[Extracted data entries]
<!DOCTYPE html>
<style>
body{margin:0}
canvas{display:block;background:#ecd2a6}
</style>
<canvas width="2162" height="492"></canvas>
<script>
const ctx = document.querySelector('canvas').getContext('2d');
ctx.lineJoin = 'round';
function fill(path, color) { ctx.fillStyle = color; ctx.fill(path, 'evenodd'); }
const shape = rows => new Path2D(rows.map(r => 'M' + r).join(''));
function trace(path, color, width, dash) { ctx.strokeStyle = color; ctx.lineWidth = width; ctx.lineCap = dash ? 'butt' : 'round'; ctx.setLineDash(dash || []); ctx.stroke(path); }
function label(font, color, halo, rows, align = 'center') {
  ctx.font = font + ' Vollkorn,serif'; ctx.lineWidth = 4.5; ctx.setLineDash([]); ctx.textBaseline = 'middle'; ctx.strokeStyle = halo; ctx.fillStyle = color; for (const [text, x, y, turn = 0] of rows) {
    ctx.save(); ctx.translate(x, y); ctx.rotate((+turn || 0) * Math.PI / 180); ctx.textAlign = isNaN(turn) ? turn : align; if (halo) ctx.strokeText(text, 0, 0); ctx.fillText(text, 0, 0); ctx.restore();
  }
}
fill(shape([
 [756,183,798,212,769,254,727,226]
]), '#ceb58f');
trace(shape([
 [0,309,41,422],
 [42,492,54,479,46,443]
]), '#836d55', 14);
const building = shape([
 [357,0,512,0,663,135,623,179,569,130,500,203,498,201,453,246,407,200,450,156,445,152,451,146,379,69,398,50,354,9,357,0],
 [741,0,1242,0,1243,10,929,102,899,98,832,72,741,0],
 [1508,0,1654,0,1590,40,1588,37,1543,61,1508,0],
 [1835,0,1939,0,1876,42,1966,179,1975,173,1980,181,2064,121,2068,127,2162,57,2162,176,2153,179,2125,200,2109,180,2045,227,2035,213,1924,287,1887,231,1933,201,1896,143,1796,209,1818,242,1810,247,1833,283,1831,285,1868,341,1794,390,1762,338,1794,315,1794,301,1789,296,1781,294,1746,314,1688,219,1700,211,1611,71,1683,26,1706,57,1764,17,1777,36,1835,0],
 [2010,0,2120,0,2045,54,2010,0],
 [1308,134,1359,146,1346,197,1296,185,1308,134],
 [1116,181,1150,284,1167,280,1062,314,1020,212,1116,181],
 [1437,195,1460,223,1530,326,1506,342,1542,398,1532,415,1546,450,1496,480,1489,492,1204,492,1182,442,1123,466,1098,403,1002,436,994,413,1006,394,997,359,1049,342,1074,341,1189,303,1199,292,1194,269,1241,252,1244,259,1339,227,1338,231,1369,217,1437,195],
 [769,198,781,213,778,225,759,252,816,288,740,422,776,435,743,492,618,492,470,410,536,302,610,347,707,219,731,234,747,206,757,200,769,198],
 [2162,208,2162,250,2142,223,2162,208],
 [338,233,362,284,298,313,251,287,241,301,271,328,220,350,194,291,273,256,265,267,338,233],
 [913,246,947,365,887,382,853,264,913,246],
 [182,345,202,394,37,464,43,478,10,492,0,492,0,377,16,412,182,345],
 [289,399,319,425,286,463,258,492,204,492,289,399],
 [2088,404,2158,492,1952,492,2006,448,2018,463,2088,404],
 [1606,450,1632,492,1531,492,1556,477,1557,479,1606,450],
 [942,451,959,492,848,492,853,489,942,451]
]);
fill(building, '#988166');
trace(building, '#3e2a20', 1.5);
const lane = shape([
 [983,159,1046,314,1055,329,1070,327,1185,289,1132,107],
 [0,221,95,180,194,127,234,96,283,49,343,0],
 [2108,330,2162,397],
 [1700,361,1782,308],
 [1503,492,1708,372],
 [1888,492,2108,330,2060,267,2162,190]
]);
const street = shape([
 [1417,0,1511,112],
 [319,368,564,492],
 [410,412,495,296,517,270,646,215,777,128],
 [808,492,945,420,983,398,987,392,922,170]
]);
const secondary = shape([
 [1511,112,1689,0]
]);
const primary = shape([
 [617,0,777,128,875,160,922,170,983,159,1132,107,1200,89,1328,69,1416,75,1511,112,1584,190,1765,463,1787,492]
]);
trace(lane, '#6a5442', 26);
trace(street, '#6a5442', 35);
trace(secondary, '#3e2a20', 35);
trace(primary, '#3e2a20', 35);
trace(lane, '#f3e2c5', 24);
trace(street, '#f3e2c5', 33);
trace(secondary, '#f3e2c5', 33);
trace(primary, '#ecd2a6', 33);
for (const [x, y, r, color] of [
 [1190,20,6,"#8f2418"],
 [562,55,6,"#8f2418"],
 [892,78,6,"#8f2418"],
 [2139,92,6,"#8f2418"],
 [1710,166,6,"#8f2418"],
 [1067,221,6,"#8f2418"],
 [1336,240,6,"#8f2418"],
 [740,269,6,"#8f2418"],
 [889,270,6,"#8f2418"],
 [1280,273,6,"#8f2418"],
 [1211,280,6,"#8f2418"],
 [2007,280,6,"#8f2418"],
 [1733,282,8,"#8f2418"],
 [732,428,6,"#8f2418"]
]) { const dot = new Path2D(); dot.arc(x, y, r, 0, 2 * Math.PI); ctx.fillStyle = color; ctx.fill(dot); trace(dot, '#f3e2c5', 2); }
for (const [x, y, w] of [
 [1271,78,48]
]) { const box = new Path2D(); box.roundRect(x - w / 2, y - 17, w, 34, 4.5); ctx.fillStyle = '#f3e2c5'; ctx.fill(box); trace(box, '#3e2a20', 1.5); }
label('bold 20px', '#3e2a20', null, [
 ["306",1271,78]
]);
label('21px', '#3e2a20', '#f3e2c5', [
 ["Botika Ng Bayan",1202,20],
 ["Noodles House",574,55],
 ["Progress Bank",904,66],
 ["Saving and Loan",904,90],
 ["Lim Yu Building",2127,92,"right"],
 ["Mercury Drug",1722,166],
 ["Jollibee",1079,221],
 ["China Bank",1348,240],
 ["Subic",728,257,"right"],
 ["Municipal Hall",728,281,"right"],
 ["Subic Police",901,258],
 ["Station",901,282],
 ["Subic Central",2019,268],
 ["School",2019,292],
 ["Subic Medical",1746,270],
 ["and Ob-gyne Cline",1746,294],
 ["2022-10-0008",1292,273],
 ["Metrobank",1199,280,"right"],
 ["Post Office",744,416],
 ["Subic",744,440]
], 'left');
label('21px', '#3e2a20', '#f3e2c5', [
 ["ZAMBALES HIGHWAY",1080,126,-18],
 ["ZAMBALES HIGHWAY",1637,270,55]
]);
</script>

● WORK TASK
Scan the data above for the word "strokeStyle". Copy every line in which it is found.

● ANSWER FOR THE TASK
function trace(path, color, width, dash) { ctx.strokeStyle = color; ctx.lineWidth = width; ctx.lineCap = dash ? 'butt' : 'round'; ctx.setLineDash(dash || []); ctx.stroke(path); }
  ctx.font = font + ' Vollkorn,serif'; ctx.lineWidth = 4.5; ctx.setLineDash([]); ctx.textBaseline = 'middle'; ctx.strokeStyle = halo; ctx.fillStyle = color; for (const [text, x, y, turn = 0] of rows) {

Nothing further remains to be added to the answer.